**WORK INSTRUCTION:**
Each record here should be printed again exactly; please leave its pictures out.

**Stored items:**
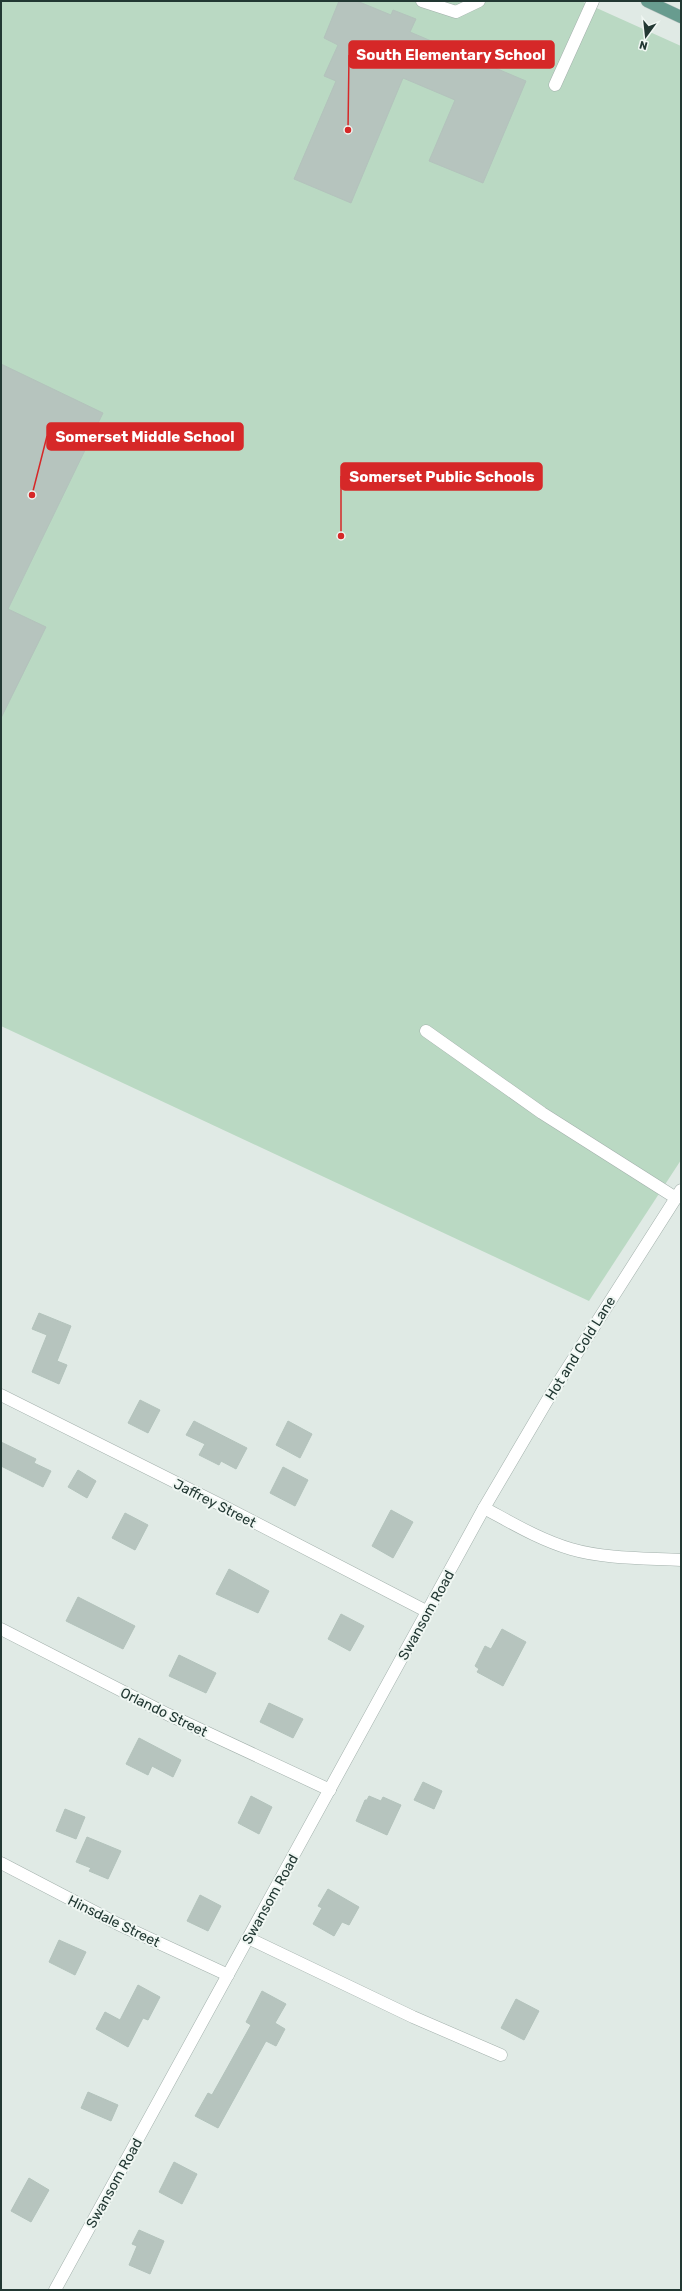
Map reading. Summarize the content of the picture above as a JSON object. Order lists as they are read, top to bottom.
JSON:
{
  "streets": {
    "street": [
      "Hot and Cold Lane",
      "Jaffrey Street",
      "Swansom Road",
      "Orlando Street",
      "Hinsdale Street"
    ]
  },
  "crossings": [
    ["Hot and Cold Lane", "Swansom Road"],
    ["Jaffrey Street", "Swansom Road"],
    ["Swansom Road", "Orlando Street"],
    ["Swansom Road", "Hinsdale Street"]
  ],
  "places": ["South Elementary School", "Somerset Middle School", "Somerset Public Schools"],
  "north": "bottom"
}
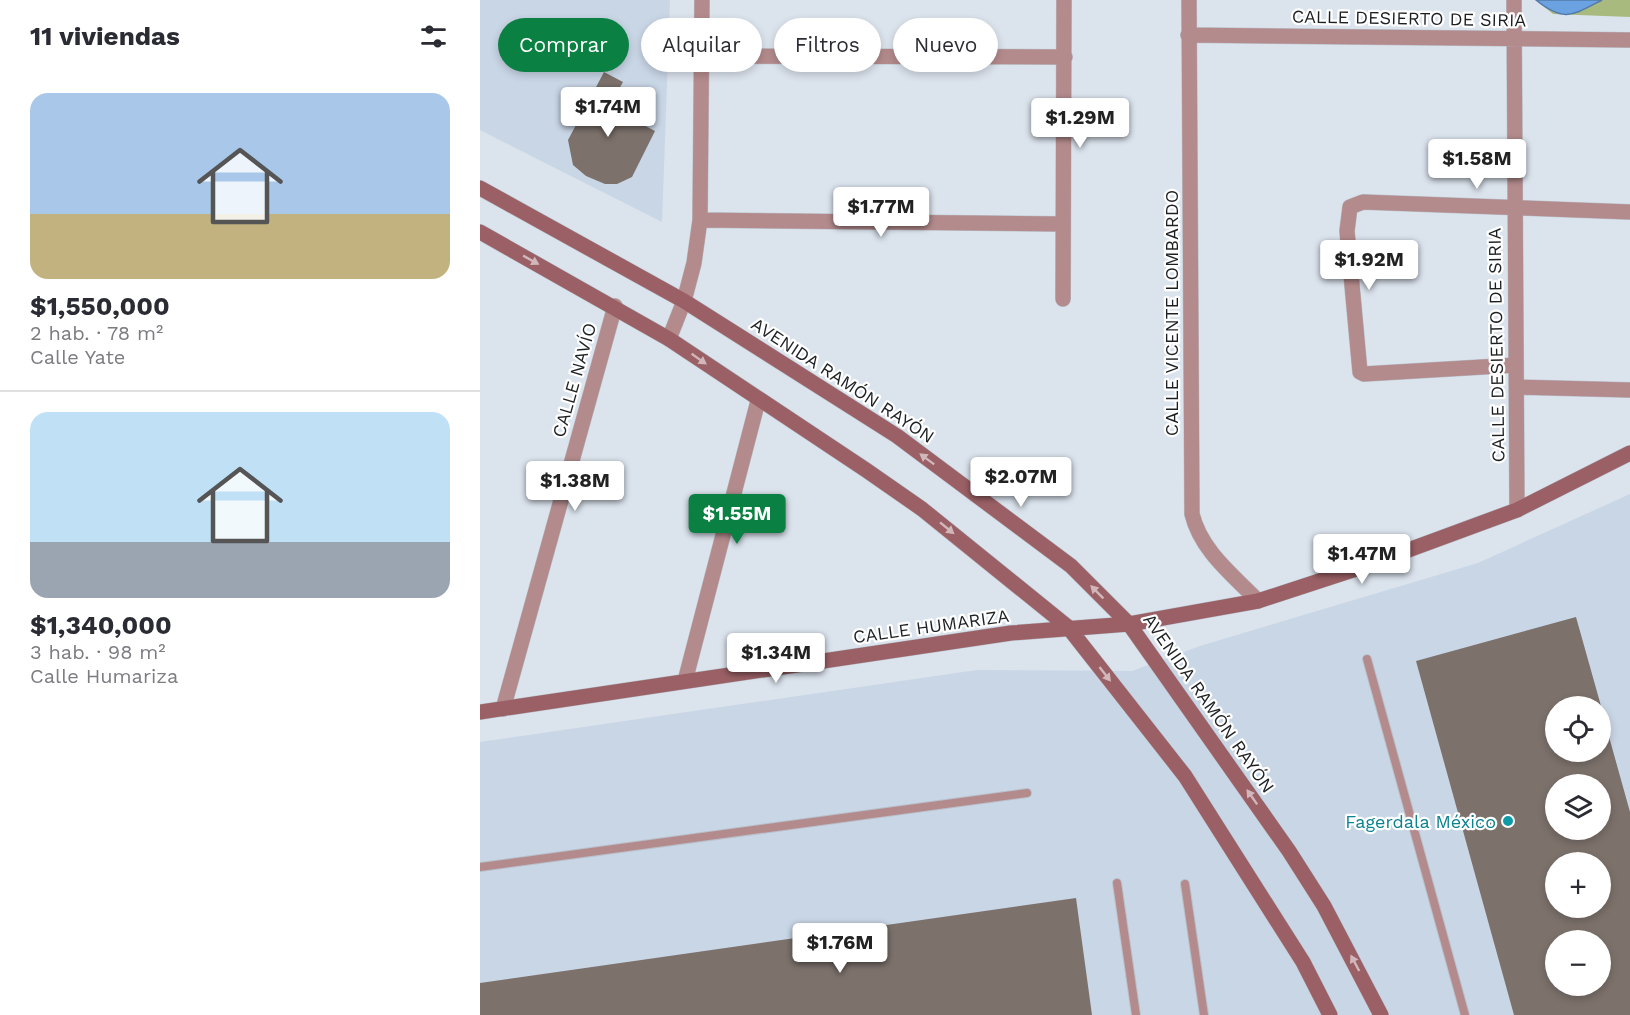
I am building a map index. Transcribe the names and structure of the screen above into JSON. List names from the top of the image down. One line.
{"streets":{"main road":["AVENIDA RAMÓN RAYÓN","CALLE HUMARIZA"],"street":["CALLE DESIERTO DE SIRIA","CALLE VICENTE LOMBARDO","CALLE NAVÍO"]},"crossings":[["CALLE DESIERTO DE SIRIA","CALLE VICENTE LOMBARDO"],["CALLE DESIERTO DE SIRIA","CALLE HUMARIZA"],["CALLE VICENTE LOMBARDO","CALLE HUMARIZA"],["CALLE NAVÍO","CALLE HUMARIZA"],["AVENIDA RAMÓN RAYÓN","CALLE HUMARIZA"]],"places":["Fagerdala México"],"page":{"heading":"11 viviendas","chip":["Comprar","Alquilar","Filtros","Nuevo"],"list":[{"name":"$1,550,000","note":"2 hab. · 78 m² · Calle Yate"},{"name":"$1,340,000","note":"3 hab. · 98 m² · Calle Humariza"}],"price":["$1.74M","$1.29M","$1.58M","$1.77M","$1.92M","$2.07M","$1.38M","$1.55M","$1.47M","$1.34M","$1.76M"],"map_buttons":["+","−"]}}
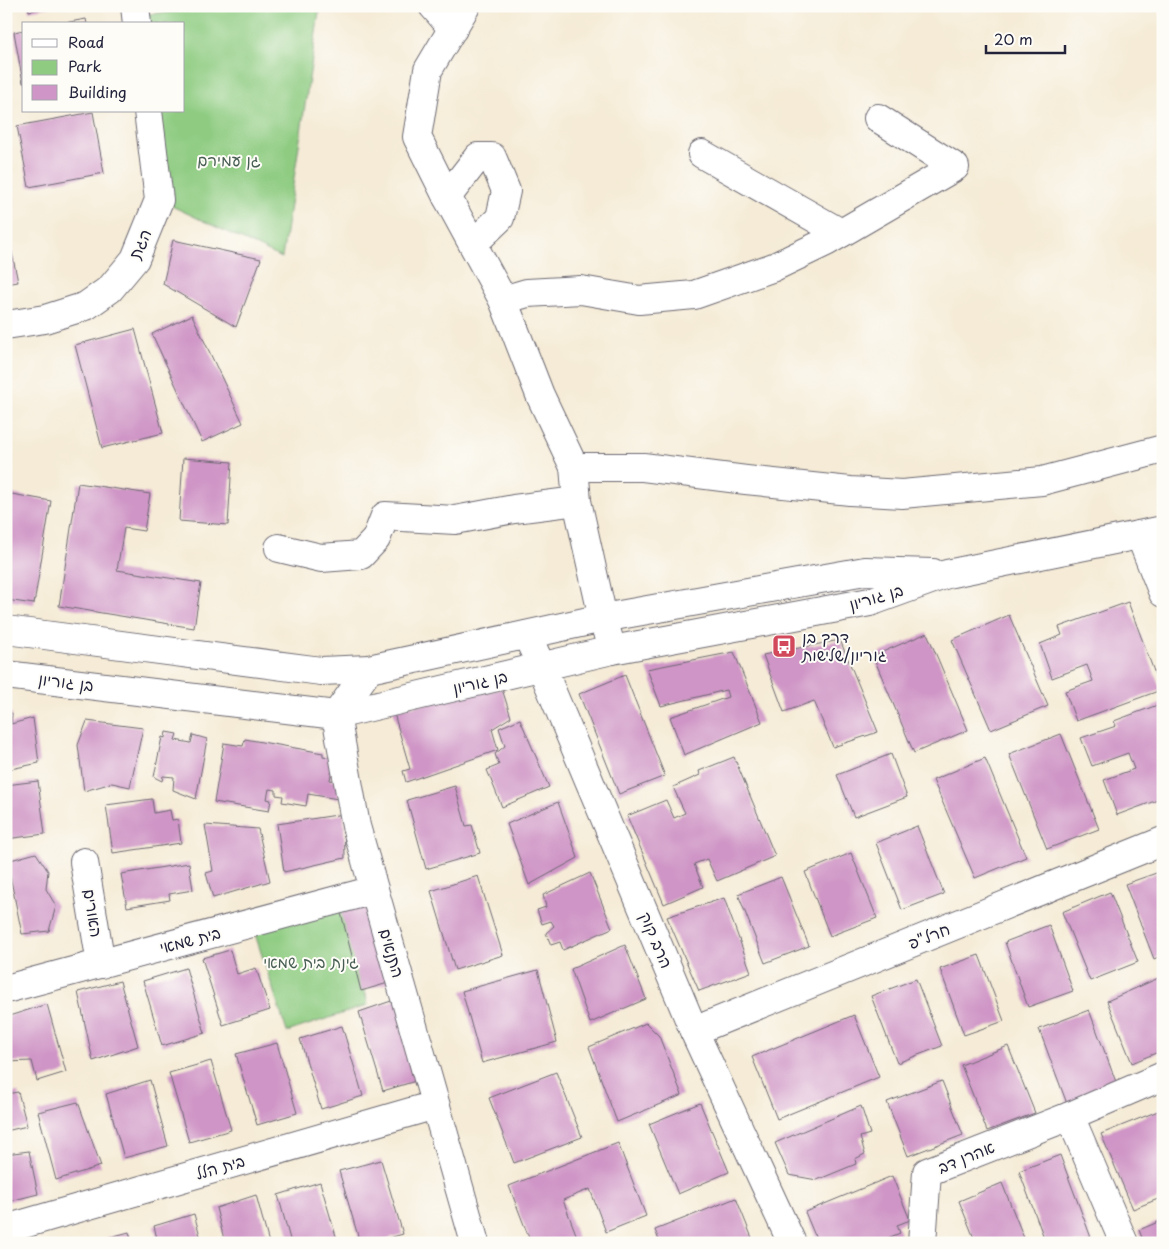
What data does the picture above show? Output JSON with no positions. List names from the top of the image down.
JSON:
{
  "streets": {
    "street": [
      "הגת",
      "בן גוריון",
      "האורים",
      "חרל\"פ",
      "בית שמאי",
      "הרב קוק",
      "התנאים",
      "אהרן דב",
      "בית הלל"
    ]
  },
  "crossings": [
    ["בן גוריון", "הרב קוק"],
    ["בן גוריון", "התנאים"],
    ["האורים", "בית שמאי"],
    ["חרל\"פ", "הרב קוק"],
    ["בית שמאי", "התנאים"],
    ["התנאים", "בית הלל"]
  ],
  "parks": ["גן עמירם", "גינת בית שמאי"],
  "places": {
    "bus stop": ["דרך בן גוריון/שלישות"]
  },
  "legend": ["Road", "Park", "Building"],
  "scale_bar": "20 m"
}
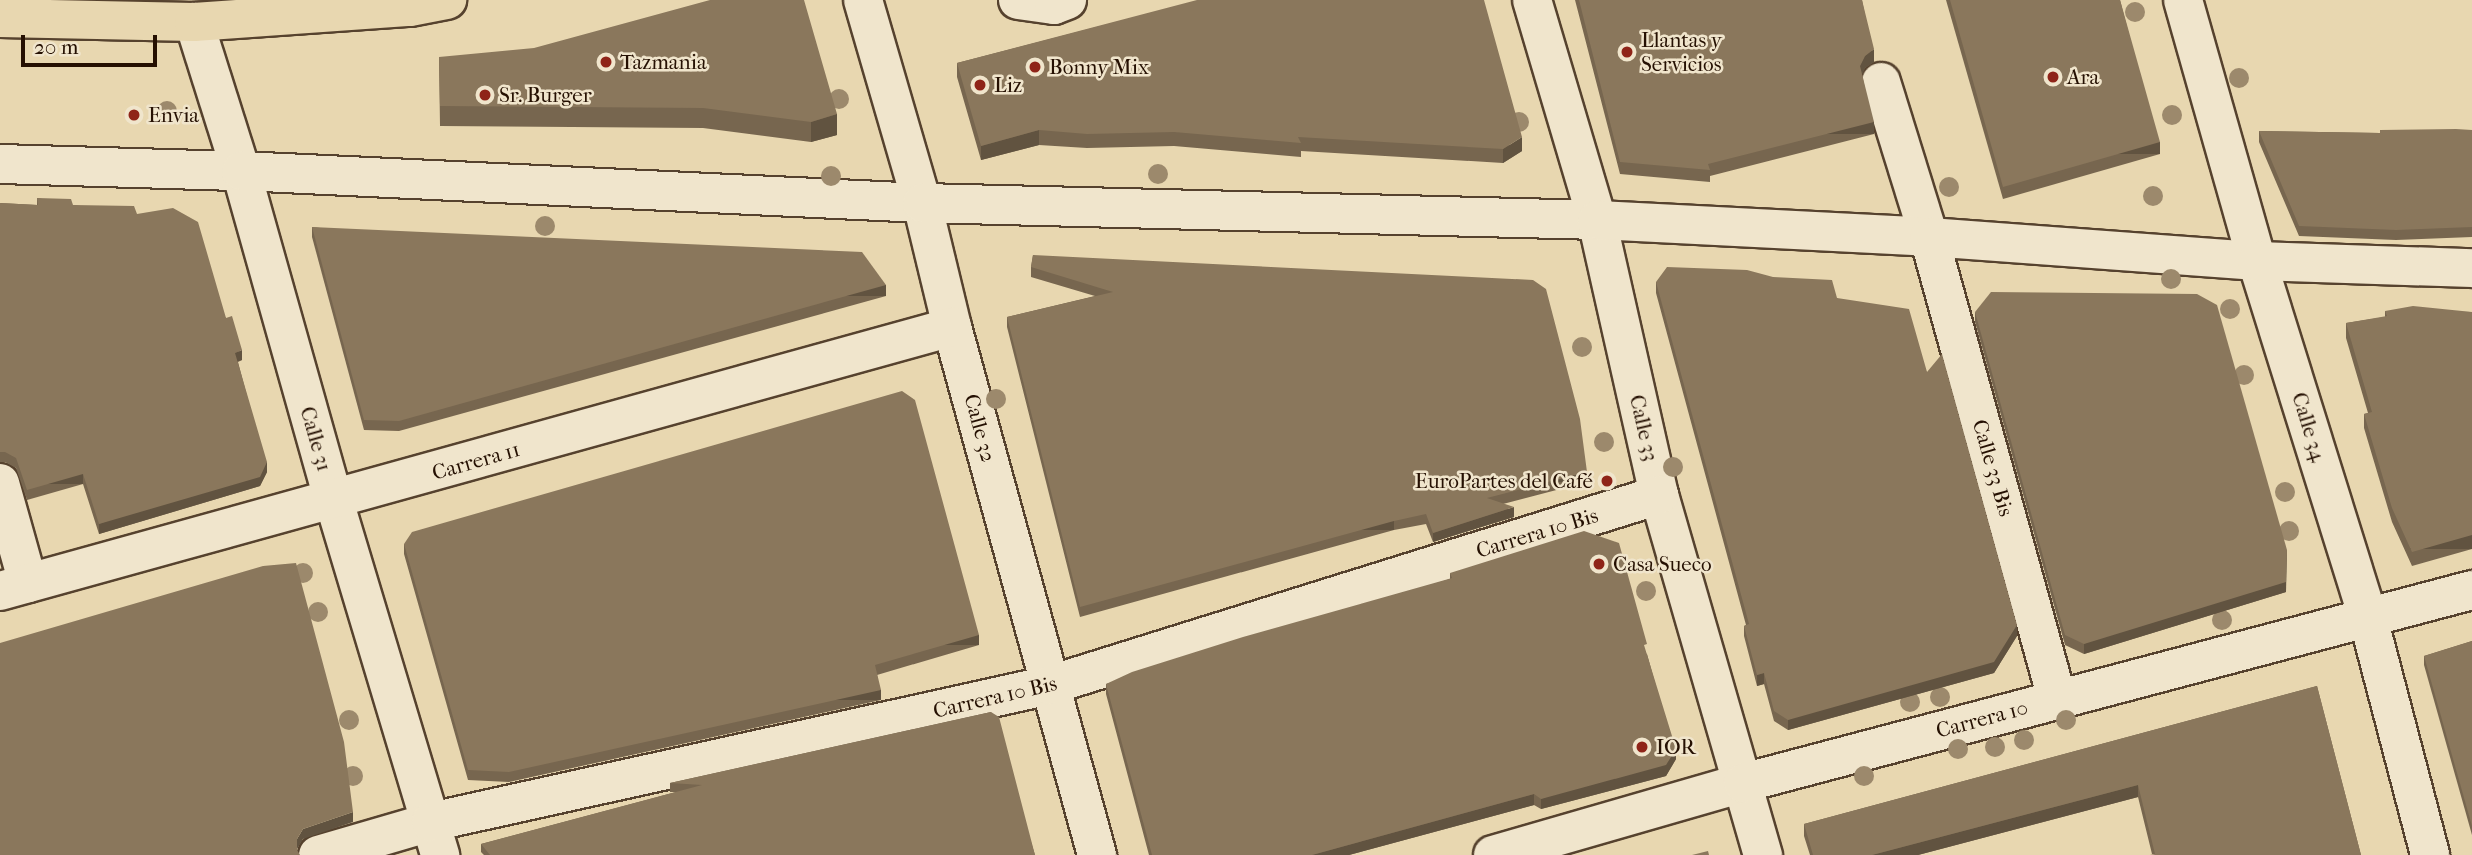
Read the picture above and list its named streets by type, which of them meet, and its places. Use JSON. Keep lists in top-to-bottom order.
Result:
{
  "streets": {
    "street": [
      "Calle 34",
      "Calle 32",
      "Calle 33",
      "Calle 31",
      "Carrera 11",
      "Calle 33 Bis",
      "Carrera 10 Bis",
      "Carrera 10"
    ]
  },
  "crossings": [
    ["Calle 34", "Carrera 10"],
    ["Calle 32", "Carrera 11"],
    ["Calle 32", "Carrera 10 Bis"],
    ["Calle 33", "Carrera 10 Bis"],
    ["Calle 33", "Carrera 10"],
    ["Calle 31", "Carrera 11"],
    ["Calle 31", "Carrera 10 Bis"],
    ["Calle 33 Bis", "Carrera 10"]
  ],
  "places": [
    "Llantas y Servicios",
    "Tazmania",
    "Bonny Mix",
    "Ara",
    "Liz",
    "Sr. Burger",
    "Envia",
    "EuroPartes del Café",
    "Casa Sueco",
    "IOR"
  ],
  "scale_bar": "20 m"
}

**RESPONSE TO THIS EXERCISE:**
Map reading. Summarize the content of the picture above as a JSON object. Order lists as they are read, top to bottom.
JSON:
{
  "streets": {
    "street": [
      "Hot and Cold Lane",
      "Jaffrey Street",
      "Swansom Road",
      "Orlando Street",
      "Hinsdale Street"
    ]
  },
  "crossings": [
    ["Hot and Cold Lane", "Swansom Road"],
    ["Jaffrey Street", "Swansom Road"],
    ["Swansom Road", "Orlando Street"],
    ["Swansom Road", "Hinsdale Street"]
  ],
  "places": ["South Elementary School", "Somerset Middle School", "Somerset Public Schools"],
  "north": "bottom"
}
I am building a map index. Transcribe the names and structure of the screen above into JSON. List names from the top of the image down. One line.
{"streets":{"main road":["AVENIDA RAMÓN RAYÓN","CALLE HUMARIZA"],"street":["CALLE DESIERTO DE SIRIA","CALLE VICENTE LOMBARDO","CALLE NAVÍO"]},"crossings":[["CALLE DESIERTO DE SIRIA","CALLE VICENTE LOMBARDO"],["CALLE DESIERTO DE SIRIA","CALLE HUMARIZA"],["CALLE VICENTE LOMBARDO","CALLE HUMARIZA"],["CALLE NAVÍO","CALLE HUMARIZA"],["AVENIDA RAMÓN RAYÓN","CALLE HUMARIZA"]],"places":["Fagerdala México"],"page":{"heading":"11 viviendas","chip":["Comprar","Alquilar","Filtros","Nuevo"],"list":[{"name":"$1,550,000","note":"2 hab. · 78 m² · Calle Yate"},{"name":"$1,340,000","note":"3 hab. · 98 m² · Calle Humariza"}],"price":["$1.74M","$1.29M","$1.58M","$1.77M","$1.92M","$2.07M","$1.38M","$1.55M","$1.47M","$1.34M","$1.76M"],"map_buttons":["+","−"]}}
What data does the picture above show? Output JSON with no positions. List names from the top of the image down.
JSON:
{
  "streets": {
    "street": [
      "הגת",
      "בן גוריון",
      "האורים",
      "חרל\"פ",
      "בית שמאי",
      "הרב קוק",
      "התנאים",
      "אהרן דב",
      "בית הלל"
    ]
  },
  "crossings": [
    ["בן גוריון", "הרב קוק"],
    ["בן גוריון", "התנאים"],
    ["האורים", "בית שמאי"],
    ["חרל\"פ", "הרב קוק"],
    ["בית שמאי", "התנאים"],
    ["התנאים", "בית הלל"]
  ],
  "parks": ["גן עמירם", "גינת בית שמאי"],
  "places": {
    "bus stop": ["דרך בן גוריון/שלישות"]
  },
  "legend": ["Road", "Park", "Building"],
  "scale_bar": "20 m"
}
Read the picture above and list its named streets by type, which of them meet, and its places. Use JSON. Keep lists in top-to-bottom order.
Result:
{
  "streets": {
    "street": [
      "Calle 34",
      "Calle 32",
      "Calle 33",
      "Calle 31",
      "Carrera 11",
      "Calle 33 Bis",
      "Carrera 10 Bis",
      "Carrera 10"
    ]
  },
  "crossings": [
    ["Calle 34", "Carrera 10"],
    ["Calle 32", "Carrera 11"],
    ["Calle 32", "Carrera 10 Bis"],
    ["Calle 33", "Carrera 10 Bis"],
    ["Calle 33", "Carrera 10"],
    ["Calle 31", "Carrera 11"],
    ["Calle 31", "Carrera 10 Bis"],
    ["Calle 33 Bis", "Carrera 10"]
  ],
  "places": [
    "Llantas y Servicios",
    "Tazmania",
    "Bonny Mix",
    "Ara",
    "Liz",
    "Sr. Burger",
    "Envia",
    "EuroPartes del Café",
    "Casa Sueco",
    "IOR"
  ],
  "scale_bar": "20 m"
}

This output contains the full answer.